The mathematization of the world has long since taken hold of art as well — a development that looks back on a long history. More than 1000 years ago, the Arab-Islamic Renaissance (800–1200), also known as the Islamic Golden Age, had already produced amazing (musical) devices and robot-like automatons, amongst other things.
The Italian Renaissance (15th to early 17th centuries) initiated immense civilizational innovations with the invention of perspective, the measurement of space, and the construction of complex mechanical machines. The basis of the 3rd Renaissance is that artists and scientists use comparable tools in the digital age. In addition to the current politicization of art, there is also a tendency towards its scientification. This becomes visible in the exhibition.
A common »pool of tools«
For a long time, art and science diverged. Art was primarily oriented toward things that could be perceived by the human eye. It remained within the horizon of natural perception. Science begins beyond natural perception. It has been observing the world with instruments since the 16th century. In this way it advanced to the hitherto inaccessible »res invisibiles« of the microcosm and the macrocosm.
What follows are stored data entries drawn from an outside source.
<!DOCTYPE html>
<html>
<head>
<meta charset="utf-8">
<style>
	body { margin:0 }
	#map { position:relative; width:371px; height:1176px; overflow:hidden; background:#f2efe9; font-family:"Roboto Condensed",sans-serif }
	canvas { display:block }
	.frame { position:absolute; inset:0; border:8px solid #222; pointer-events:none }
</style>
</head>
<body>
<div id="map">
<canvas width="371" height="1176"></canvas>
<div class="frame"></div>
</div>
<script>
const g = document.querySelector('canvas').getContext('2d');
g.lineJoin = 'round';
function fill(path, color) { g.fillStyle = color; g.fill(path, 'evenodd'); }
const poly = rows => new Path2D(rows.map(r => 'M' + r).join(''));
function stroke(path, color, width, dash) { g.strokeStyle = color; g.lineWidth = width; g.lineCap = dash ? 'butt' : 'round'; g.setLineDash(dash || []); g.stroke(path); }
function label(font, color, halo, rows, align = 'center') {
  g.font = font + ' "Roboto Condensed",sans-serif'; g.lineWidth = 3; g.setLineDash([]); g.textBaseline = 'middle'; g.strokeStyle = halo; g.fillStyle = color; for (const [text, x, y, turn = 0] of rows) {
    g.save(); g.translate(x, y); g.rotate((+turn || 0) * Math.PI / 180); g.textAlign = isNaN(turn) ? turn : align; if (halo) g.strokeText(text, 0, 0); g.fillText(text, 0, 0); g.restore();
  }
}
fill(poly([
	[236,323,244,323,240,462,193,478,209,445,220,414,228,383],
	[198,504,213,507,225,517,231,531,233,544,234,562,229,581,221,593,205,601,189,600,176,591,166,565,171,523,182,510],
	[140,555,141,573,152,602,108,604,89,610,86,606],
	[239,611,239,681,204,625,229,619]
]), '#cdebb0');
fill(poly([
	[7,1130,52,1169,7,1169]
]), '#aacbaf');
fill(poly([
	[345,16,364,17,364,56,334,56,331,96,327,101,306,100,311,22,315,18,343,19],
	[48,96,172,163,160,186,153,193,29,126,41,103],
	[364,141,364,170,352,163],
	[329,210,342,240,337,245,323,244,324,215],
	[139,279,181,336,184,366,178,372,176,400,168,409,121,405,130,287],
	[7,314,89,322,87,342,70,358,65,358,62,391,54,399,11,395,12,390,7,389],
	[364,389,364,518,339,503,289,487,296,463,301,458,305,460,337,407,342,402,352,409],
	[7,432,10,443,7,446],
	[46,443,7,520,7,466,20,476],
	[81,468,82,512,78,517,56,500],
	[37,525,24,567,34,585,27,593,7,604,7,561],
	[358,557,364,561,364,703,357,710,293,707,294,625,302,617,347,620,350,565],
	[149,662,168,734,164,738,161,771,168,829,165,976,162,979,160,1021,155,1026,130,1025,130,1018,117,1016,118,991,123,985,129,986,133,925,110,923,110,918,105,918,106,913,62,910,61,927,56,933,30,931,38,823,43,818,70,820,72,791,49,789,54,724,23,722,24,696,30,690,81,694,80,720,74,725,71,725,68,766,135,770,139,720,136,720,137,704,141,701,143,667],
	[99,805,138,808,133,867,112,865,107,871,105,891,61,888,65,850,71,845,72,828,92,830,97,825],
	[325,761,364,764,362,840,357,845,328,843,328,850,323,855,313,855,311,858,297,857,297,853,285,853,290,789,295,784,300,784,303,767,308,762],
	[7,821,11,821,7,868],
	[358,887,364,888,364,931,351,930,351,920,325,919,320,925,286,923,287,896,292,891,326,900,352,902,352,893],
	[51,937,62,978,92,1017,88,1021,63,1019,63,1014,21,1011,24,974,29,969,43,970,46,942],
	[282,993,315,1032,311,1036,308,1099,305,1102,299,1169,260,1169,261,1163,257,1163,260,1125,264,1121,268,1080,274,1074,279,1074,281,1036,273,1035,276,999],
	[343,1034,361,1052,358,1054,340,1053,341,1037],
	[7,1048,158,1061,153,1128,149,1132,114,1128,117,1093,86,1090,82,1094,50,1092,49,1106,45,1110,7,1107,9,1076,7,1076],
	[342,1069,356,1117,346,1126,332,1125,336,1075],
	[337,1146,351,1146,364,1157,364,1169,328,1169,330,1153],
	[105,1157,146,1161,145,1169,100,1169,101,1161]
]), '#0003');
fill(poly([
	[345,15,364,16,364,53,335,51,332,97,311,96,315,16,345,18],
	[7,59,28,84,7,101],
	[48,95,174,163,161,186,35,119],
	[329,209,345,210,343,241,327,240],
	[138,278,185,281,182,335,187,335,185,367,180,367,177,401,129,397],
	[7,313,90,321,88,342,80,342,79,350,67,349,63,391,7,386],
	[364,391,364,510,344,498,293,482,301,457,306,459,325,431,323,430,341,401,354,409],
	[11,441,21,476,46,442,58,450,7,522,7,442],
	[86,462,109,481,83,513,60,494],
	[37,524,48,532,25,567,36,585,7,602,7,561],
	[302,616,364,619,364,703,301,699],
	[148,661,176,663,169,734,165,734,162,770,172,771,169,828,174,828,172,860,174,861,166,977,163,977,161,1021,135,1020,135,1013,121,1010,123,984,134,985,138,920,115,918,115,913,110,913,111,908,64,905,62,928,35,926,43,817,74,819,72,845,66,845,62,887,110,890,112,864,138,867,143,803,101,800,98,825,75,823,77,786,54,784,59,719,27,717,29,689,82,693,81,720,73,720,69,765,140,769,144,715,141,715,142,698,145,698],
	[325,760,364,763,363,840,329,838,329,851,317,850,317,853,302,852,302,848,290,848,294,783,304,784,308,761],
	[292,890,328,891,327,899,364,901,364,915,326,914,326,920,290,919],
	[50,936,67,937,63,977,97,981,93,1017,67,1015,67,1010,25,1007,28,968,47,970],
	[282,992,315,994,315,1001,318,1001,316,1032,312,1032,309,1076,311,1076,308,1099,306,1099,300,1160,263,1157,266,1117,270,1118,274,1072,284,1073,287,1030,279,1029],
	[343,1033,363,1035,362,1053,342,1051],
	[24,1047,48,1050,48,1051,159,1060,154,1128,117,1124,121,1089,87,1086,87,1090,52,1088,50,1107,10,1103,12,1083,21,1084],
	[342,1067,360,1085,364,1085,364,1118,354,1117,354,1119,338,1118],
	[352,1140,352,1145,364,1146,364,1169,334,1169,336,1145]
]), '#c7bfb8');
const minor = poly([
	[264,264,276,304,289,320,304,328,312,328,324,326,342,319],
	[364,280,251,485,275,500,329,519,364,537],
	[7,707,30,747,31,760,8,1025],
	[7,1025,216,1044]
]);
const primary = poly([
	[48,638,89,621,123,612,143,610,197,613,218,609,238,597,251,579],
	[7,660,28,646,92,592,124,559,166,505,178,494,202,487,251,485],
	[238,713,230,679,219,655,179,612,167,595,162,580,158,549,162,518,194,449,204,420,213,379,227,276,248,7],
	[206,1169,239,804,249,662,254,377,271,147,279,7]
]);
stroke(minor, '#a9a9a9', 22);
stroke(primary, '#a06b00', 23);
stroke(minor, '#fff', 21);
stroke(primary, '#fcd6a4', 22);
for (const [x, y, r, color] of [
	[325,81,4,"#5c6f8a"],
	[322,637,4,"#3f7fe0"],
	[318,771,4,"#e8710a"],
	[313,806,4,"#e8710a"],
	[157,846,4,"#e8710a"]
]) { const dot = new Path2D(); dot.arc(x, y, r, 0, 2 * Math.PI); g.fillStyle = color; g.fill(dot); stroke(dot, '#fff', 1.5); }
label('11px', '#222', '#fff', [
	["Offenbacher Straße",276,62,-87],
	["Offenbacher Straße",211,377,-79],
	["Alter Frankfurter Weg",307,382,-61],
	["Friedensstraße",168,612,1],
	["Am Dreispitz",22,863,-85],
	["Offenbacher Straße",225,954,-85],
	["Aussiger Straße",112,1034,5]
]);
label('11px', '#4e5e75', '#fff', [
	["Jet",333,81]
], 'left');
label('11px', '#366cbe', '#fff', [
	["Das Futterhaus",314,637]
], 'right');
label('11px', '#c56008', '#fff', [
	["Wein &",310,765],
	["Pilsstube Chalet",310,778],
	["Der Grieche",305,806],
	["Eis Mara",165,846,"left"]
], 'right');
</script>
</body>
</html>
With the rise of technical media, a turning point had come: artists began to take an interest in the use of "scientific" tools. Today, both disciplines increasingly work with the same tools, methods, and programs. This common »pool of tools« points to the beginning of a new renaissance, similarly realized by the Italian Renaissance. Leonardo da Vinci discussed in his »Trattato della Pittura« (around 1500): "Se la pittura è scienza o no" and came to the conclusion: painting is a science.
The Dawn of a New Renaissance
The exhibition presents contemporary approaches of artists who, on the one hand, continue the lines of research of the preceding renaissances and, on the other, open up new fields of research. It also features convincing parallel research or elective affinities between science and art. The focus is on a new culture of tools. On the basis of 35 media art positions, it provides insights into artistic laboratory situations and artistic-scientific collaborations that open up a shared multidisciplinary "Wissensfeld" (base of knowledge) for the 21st century — from biochemistry to genetic engineering and information design to neuroscience and unconventional computing.
With an extensive physical and digital outreach program, »Renaissance 3.0« offers spaces to discuss current technologies and findings and explore fields of knowledge within the alliance of media art and science.